Disambiguation

“Bohemian” has taken on multiple meanings over time. For the purpose of disambiguation, see below for definitions, etymologies, and a timeline of historical source material.

* This website focuses on Czech-Americans, specifically the Congregation of Bohemian Freethinkers in Chicago (established 1870), and the legacy of Bohemian-born American freethinkers during the Golden Age of Freethought (~1875 to 1914) through WWII, and their descendants and cultural legacy.

Definitions

Merriam Webster Dictionary currently offers a few definitions and synonyms for “Bohemian” and an article discussing the word’s history.

Etymology

Etymology is the “history of the form of words and, by extension, the origin and evolution of their semantic meaning across time.”

Bohemian-Czech Sources

In 1415, in the Kingdom of Bohemian, Jan Hus was burned at the stake by Catholics, prompting the Bohemian Reformation. The Bohemian Brethren (first documented in 1650), refers to the Christian body originating in 1467, and which is the parent body of the modern Moravian Church. Throughout 1526-1918, the Bohemians resisted Hapsburg-Catholic oppression and forced-German-language. During the 1840s-1900s large numbers of Bohemians immigrated to the USA, primarily Chicago, New York, Cleveland, Nebraska, Texas, etc. Note that sources regarding Bohemian nationality/ethnicity, tended to use the word Bohemian prior 1918, but have since shifted towards Czech.

Romani Sources

There were many Roma people who spoke Bohemian/Czech, see also: Bohemian Romani, and the WWII Museum Articles: Fascination and Hatred, The Bavarian Precedent

The frequent use of the term Bohemian to describe Roma people, may be due to an 1843 opera called “The Bohemian Girl” by an Irish composer, Michael William Balfe, featuring a plot is loosely based on “La gitanilla”, by Spanish author Miguel de Cervantes.

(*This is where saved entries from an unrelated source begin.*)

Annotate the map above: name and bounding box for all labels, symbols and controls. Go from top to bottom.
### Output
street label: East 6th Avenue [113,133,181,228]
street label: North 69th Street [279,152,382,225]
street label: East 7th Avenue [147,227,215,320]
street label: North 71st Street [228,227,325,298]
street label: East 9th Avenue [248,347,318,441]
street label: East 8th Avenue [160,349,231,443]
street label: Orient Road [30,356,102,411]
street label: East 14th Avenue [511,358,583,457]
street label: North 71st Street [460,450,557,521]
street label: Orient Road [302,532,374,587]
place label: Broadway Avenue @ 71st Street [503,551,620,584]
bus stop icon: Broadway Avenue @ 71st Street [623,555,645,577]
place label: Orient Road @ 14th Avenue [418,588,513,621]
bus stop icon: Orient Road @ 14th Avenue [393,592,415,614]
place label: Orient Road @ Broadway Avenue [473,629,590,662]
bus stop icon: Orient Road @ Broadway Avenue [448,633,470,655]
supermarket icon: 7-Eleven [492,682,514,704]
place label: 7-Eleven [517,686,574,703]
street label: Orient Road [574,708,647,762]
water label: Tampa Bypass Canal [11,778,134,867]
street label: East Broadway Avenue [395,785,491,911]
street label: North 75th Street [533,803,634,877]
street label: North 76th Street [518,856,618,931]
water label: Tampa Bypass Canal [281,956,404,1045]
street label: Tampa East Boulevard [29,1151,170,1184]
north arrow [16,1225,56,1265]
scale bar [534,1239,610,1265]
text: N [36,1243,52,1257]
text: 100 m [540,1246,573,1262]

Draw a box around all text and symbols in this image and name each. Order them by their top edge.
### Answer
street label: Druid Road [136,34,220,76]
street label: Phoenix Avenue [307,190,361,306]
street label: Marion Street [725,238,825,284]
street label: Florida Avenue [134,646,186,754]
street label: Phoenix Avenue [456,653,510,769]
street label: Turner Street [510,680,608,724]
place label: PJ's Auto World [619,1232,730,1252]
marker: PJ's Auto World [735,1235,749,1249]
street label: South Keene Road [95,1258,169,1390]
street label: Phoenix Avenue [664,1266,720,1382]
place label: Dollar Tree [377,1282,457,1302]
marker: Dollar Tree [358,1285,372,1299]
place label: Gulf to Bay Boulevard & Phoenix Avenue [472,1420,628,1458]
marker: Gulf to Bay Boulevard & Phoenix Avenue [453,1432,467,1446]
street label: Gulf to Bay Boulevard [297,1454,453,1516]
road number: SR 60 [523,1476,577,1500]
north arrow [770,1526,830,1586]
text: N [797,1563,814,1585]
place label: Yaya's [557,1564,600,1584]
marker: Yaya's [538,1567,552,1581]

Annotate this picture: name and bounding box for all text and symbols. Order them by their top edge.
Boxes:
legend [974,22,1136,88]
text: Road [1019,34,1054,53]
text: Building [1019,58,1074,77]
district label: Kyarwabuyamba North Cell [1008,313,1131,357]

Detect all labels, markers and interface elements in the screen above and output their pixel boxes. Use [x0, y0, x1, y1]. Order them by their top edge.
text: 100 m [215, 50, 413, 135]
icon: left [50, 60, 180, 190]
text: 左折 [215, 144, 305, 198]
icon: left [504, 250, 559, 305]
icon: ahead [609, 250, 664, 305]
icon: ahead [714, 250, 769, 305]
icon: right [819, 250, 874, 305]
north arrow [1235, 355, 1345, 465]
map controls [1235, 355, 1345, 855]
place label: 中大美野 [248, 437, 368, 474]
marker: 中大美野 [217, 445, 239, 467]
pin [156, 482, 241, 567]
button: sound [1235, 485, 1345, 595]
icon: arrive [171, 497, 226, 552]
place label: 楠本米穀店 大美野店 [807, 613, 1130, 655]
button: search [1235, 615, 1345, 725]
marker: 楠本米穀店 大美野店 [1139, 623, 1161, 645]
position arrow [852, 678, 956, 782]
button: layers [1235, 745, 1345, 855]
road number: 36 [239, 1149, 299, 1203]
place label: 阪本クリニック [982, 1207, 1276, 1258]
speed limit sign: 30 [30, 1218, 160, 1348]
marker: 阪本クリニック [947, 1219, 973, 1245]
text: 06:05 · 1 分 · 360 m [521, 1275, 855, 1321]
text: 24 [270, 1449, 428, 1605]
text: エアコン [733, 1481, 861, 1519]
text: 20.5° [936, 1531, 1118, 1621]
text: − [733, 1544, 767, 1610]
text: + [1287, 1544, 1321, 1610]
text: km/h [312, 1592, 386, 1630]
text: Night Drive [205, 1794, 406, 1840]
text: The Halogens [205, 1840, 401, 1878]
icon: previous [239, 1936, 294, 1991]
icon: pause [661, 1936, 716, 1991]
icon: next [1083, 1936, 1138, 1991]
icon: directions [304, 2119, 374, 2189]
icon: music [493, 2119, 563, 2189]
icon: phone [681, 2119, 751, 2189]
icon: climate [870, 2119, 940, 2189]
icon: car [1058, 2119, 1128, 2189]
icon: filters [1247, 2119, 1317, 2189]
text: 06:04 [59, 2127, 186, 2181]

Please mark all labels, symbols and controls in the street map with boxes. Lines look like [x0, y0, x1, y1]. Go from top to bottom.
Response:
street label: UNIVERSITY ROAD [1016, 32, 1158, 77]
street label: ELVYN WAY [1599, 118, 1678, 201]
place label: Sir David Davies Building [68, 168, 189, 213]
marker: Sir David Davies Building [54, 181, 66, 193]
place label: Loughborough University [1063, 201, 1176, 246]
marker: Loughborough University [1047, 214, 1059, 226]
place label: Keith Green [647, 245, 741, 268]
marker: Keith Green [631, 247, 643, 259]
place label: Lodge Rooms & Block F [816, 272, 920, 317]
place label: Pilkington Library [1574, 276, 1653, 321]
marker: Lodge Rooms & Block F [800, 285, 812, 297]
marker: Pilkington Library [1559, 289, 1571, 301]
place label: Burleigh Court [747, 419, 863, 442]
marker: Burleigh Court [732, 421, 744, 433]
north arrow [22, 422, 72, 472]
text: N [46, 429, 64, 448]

French (artistic, literary, bohemian v. bourgeoisie) Sources

In the 1800s, bohemian also came to refer to those who live outside the conventions of ordinary society, typically as some sort of artist. This was a usage Thackeray picked up in “Vanity Fair” in 1848. The Online Etymology Dictionary quotes the Westminster Review from 1862: “A Bohemian is simply an artist or littérateur who, consciously or unconsciously, secedes from conventionality in life and in art.”

The poster children, though, for this sense of “Bohemian,” or “bohemian,” are the impoverished artists of Puccini‘s opera “La Bohème,” which premièred in 1896 but was set in the Latin Quarter of Paris in the 1840s. 

The term was later more broadly applied to those who lived an eccentric, unusual lifestyle that was based on a love for the arts, the pursuit of pleasure, sexual freedom, and travel. A bohemian is a ‘citizen of the world’ to whom norms and traditions of bourgeois society seem frivolous, arbitrary, and hypocritical.”